Interestingly, on that same Microsoft forum there were other complacent users pooh-poohing the notion that running with an Administrator account was hazardous. As I said, dumb and happy.

So, I realized  (hangs head in shame) I was one of that innumerable company of stupid users who routinely run their PCs from an Administrator account. Well, what is the alternative? Besides an Administrator account, the other type of account on a PC is a Standard account. With a Standard account, you can run all your programs and save all your data and do pretty much everything you normally do.

Oh, but you ask, what if I want to install a new program or uninstall an unwanted program? It turns out that is straightforward to do using a Standard account, as long as you know your administrator account password (never lose that password!!). If you do a software installation as a standard user, at some point in the process it will simply ask you for an administrator password, which you can enter to make that one action, and then the process just proceeds along.

If are working as a Standard user, but then you know you’re going to make some unusual system alterations, it is easy enough to don your Superman cape and open up a second, administrator, account on your PC, leaving your working files and programs live in your standard account. Just do the venerable simultaneous CNTL-ALT-DEL, and click on Switch User. You can then click on an Administrator account and do what you need to do, then switch back to the Standard account to keep on going there.

And so, on my new PC, I have set up a second, Standard account, and plan to run routinely from that. I invite others to do likewise. A brief tutorial is below.

APPENDIX: How To Set Up Another, Standard Account on Your PC

This whole process may take about 30 minutes, depending. In Windows 11, go to:

Settings – – Accounts – – Other Users – – Add Account

At this point the system will ask you for the new user’s email address or Microsoft account, which you can give if you want, or you can say you don’t know and keep going. Assign this account a new name and password (this will become the normal password you sign into your PC with, going forward).

It’s similar in Windows 10:

Settings — Accounts – – Family and Other Users – – Add Someone Else to this PC – – I don’t have [Microsoft account] sign-in information – – Add User Without Microsoft Account

At this point you are done. You are ready to use this new account as your normal user log-in, and only unleash the Administrator account on rare occasions.

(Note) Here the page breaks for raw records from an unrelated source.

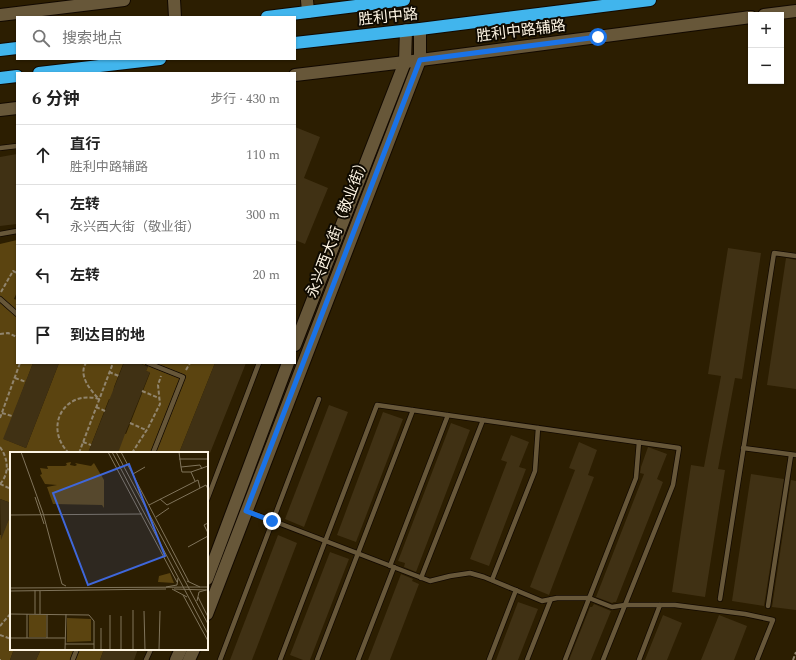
<!DOCTYPE html>
<html lang="zh">
<meta charset="utf-8">
<style>
:root{--surface:#fff;--page:#f2f2f2;--text:#222;--muted:#767676;--line:#e0e0e0}
body{margin:0;font-family:Spectral,"Noto Sans SC",serif;background:var(--page);color:var(--text)}
.controls{position:absolute;right:12px;top:12px;display:grid;overflow:hidden;border-radius:0px;box-shadow:0 1px 3px #0004}
.controls button{width:36px;height:36px;display:grid;place-items:center;padding:0;border:0;border-bottom:1px solid var(--line);background:var(--surface);color:var(--text);font:20px sans-serif}
.stop{position:absolute;width:12px;height:12px;margin:-9px;border:3px solid #1a73e8;border-radius:50%;background:#fff}
.stop.end{background:#1a73e8;border-color:#fff;box-shadow:0 1px 4px #0008}
.list{margin:0;padding:0;list-style:none}
h2{display:flex;justify-content:space-between;align-items:center;height:52px;margin:0;padding:0 16px;font-size:17px}
h2 small{font-size:13px;font-weight:400;color:var(--muted)}
.list li{display:grid;grid-template-columns:26px 1fr auto;gap:12px;align-items:center;box-sizing:border-box;height:60px;padding:0 16px;border-top:1px solid var(--line)}
.list b{display:block;font-size:15px;white-space:nowrap}
.list p{margin:0;font-size:13px;white-space:nowrap;color:var(--muted)}
.list em{font-size:13px;font-style:normal;color:var(--muted)}
.icon{flex:none;width:22px;height:22px;fill:none;stroke:currentColor;stroke-width:2;stroke-linecap:round;stroke-linejoin:round}
.map{position:relative;flex:none;width:796px;height:660px;overflow:hidden}
.search{position:absolute;background:var(--surface);box-shadow:0 1px 3px #0004;left:16px;top:16px;width:280px;height:44px;display:flex;align-items:center;gap:10px;box-sizing:border-box;padding:0 14px;border-radius:0px;color:var(--muted);font-size:15px}
.panel{position:absolute;background:var(--surface);box-shadow:0 1px 3px #0004;left:16px;top:72px;width:280px;height:292px;border-radius:0px}
.map>svg:first-child{display:block}
.green{fill:#5b4410}
.building{fill:#403114}
.lines{fill:none;stroke-linecap:round;stroke-linejoin:round}
.lane-casing{stroke:#120900;stroke-width:6}
.secondary-casing{stroke:#120900;stroke-width:14}
.highway-casing{stroke:#120900;stroke-width:14}
.path{stroke:#91856e;stroke-width:2;stroke-dasharray:4 2;stroke-linecap:butt}
.lane{stroke:#675739;stroke-width:4.5}
.secondary{stroke:#675739;stroke-width:12}
.highway{stroke:#41b5ed;stroke-width:12}
.route{stroke:#1a73e8;stroke-width:5}
.labels{text-anchor:middle;dominant-baseline:central;stroke-width:4;stroke-linejoin:round;paint-order:stroke}
.street-label{font-size:15px;fill:#fdf4e3;stroke:#0f0a01}
.inset-road{fill:none;stroke:#80745b;stroke-width:1}
.view{fill:#3f67da;fill-opacity:0.15;stroke:#3f67da;stroke-width:2}
.inset-edge{fill:none;stroke:#fdf4e3;stroke-width:2}
</style>
<div class="map">
<svg width="796" height="660" viewBox="0 0 796 660">
<rect width="100%" height="100%" fill="#2c1e01"/>
<g class="green">
<path d="M17,240V285L16,289L17,292L14,299L17,300V363H33L4,439L26,448L59,363H126L123,364L114,387L112,400L109,399L88,453H11V508V503L0,499V244Z"/>
<path d="M139,363H215L179,453H118L121,432L126,434L150,373L146,371L148,366Z"/>
<path d="M11,514V649H14L10,660H0V535H2Z"/>
<path d="M41,649H104L100,660H36Z"/>
</g>
<g class="building">
<path d="M295,127L320,137L304,178L328,188L305,244L295,240Z"/>
<path d="M17,154V224L0,226V157Z"/>
<path d="M728,248L761,253L742,379L735,378L718,469L725,470L705,597L672,592L691,465L704,467L721,376L708,374Z"/>
<path d="M786,258L796,260V389L767,385Z"/>
<path d="M33,363H59L26,448L3,439Z"/>
<path d="M124,363H139L148,367L146,371L150,372L125,434L118,453H88Z"/>
<path d="M215,363H246L210,453H179Z"/>
<path d="M329,405L348,412L304,527L285,519Z"/>
<path d="M383,412L403,419L356,542L337,535Z"/>
<path d="M451,423L470,430L416,572L404,567L405,563L398,561Z"/>
<path d="M511,435L529,442L519,467L526,469L489,566L470,559L507,462L501,460Z"/>
<path d="M579,442L597,450L588,475L594,477L549,595L530,587L575,470L569,468Z"/>
<path d="M648,447L667,454L657,479L663,482L616,602H614L612,603L596,597L644,474L640,473L641,467Z"/>
<path d="M751,474L784,479L764,606L732,601Z"/>
<path d="M791,480L796,481V610L772,607Z"/>
<path d="M0,499L11,503V514L1,540Z"/>
<path d="M278,535L297,543L252,660H230Z"/>
<path d="M330,552L349,559L310,660H303L290,655Z"/>
<path d="M401,574L413,579L412,581L419,584L390,660H368Z"/>
<path d="M518,602L538,609L518,660H496Z"/>
<path d="M594,604L611,611L591,660H569L590,607H592Z"/>
<path d="M663,615L682,623L667,660H645Z"/>
<path d="M719,615L747,626L734,660H701Z"/>
<path d="M14,649H41L36,660H10Z"/>
<path d="M104,649H138L134,660H100Z"/>
</g>
<g class="lines">
<defs>
<g id="lane">
<path d="M0,148L17,146"/>
<path d="M0,234L17,231"/>
<path d="M0,299L17,314"/>
<path d="M148,363L183,377L153,453"/>
<path d="M743,448L796,455"/>
<path d="M207,500L259,363"/>
<path d="M247,511L430,581L450,576L470,573L484,577L542,601L557,598H589L612,607L625,605H675L745,614L773,620L757,660"/>
<path d="M390,566L448,415"/>
<path d="M421,578L483,420"/>
<path d="M492,580L535,471L538,428"/>
<path d="M720,599L774,253L796,256"/>
<path d="M768,606L791,455"/>
<path d="M73,659L77,649"/>
<path d="M146,660L151,649"/>
<path d="M220,660L319,399"/>
<path d="M280,660L377,405L679,448L673,485L603,660"/>
<path d="M317,660L413,410"/>
<path d="M358,660L394,567"/>
<path d="M489,660L516,590"/>
<path d="M527,660L551,599"/>
<path d="M565,660L636,478L639,442"/>
<path d="M639,660L660,605"/>
</g>
<g id="secondary">
<path d="M174,0L175,17"/>
<path d="M307,0L308,12"/>
<path d="M0,15L124,0"/>
<path d="M764,15L796,11"/>
<path d="M295,75L405,62L751,17"/>
<path d="M0,110L17,108"/>
<path d="M295,345L405,62L406,30"/>
<path d="M207,579L288,363"/>
<path d="M207,614L420,60V29"/>
<path d="M176,660L181,649"/>
<path d="M189,660L194,649"/>
</g>
<g id="highway">
<path d="M267,17L404,0"/>
<path d="M295,43L420,29L650,0"/>
<path d="M0,50L17,48"/>
<path d="M39,73L160,59"/>
<path d="M0,78L17,76"/>
</g>
</defs>
<use href="#lane" class="lane-casing"/>
<use href="#secondary" class="secondary-casing"/>
<use href="#highway" class="highway-casing"/>
<g class="path">
<path d="M1,292L13,271L17,273"/>
<path d="M0,334L8,333L17,337"/>
<path d="M186,370L190,363"/>
<path d="M109,372L119,376"/>
<path d="M15,378L26,382"/>
<path d="M142,391L159,398"/>
<path d="M96,407L105,411"/>
<path d="M2,413L12,416"/>
<path d="M0,418L20,363"/>
<path d="M130,423L146,430"/>
<path d="M83,442L91,445"/>
<path d="M0,447C8,458 10,473 0,484"/>
<path d="M69,453C43,428 64,389 99,399C90,390 78,375 86,363"/>
<path d="M79,453L113,363"/>
<path d="M132,453L148,428L160,404L158,385L161,376"/>
<path d="M7,469L11,470"/>
<path d="M0,484L11,489"/>
<path d="M0,626L11,613"/>
<path d="M0,635L11,639"/>
<path d="M0,660H1"/>
<path d="M793,660L796,652"/>
</g>
<use href="#lane" class="lane"/>
<use href="#secondary" class="secondary"/>
<use href="#highway" class="highway"/>
</g>
<g class="lines">
<path class="route" d="M272,521L246,511L420,60L598,37"/>
</g>
<g class="labels">
<g class="street-label">
<text transform="translate(388 17) rotate(-6)">胜利中路</text>
<text transform="translate(521 31) rotate(-7)">胜利中路辅路</text>
<text transform="translate(338 227) rotate(-69)">永兴西大街（敬业街）</text>
</g>
</g>
<g transform="translate(10 452)">
<rect width="198" height="198" fill="#2c1e01"/>
<path d="M61,10L60,13L65,14L67,13L65,11L81,14L84,11L94,28V56L92,53L43,52L37,35L47,33L35,32L30,23L32,22L30,16L38,17L37,14H55L57,13L56,11ZM160,121L164,131L148,130L149,124ZM19,163H36V185H19ZM57,166L81,167V189L57,190Z" fill="#5b4410"/>
<path class="inset-road" d="M11,0L33,61L52,132L56,134M98,0L167,130M102,0L198,182M106,0L198,172M111,0L179,130M169,0L171,15M169,7H198M181,20H172L171,15L190,13L192,17M123,22L135,15M185,29L181,20L198,14M25,45L34,72M150,47L157,53L196,33L198,37M139,53L188,28L190,36M0,63L132,62M146,65L159,56M198,71L194,73L198,81M178,95L198,84M177,129L190,135M156,135L167,133L168,126M0,136L198,135M162,137L177,145M164,137L198,138M0,139L156,137M173,143L198,189M188,145L198,165M187,149L189,140L196,138M134,159L135,198M0,162L79,163L84,169V198M17,162V186M25,162V138M30,162V139M100,163V198M111,164V198M91,176V198M0,186H55M37,186V162M55,192H84M55,198L56,162M123,198V158M149,198L150,159"/>
<path class="view" d="M119,12L155,104L78,133L43,41Z"/>
<rect width="198" height="198" class="inset-edge"/>
</g>
</svg>
<div class="controls">
<button>+</button>
<button>−</button>
</div>
<div class="stop" style="left:598px;top:37px"></div>
<div class="stop end" style="left:272px;top:521px"></div>
<div class="search"><svg class="icon" aria-label="search" viewBox="0 0 24 24"><circle cx="10" cy="10" r="6"/><path d="M15 15l6 6"/></svg>搜索地点</div>
<section class="panel">
<h2>6 分钟<small>步行 · 430 m</small></h2>
<ul class="list">
<li><svg class="icon" aria-label="ahead" viewBox="0 0 24 24"><path d="M12 20V5M6 11l6-6 6 6"/></svg><div><b>直行</b><p>胜利中路辅路</p></div><em>110 m</em></li>
<li><svg class="icon" aria-label="left" viewBox="0 0 24 24"><path d="M17 20v-9H6M10 6l-5 5 5 5"/></svg><div><b>左转</b><p>永兴西大街（敬业街）</p></div><em>300 m</em></li>
<li><svg class="icon" aria-label="left" viewBox="0 0 24 24"><path d="M17 20v-9H6M10 6l-5 5 5 5"/></svg><div><b>左转</b></div><em>20 m</em></li>
<li><svg class="icon" aria-label="arrive" viewBox="0 0 24 24"><path d="M6 21V4h12l-3 4 3 4H6"/></svg><div><b>到达目的地</b></div></li>
</ul>
</section>
</div>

That was quick. But what I found took more time was re-customizing the settings and bookmarks on my apps like browser (I use Brave for privacy) and Word (I tweak the settings to prevent Word from sending all my keystrokes back to Microsoft), for use within the new account. Apparently, these apps treat each new user as a new user, and come in with the standard settings. Also, I took my working files/documents from my Admin account, copied them to a thumb drive, and then pasted them into the Documents folder of my new Standard account. (There is probably a more clever way to do this, using Public folders on your C: drive).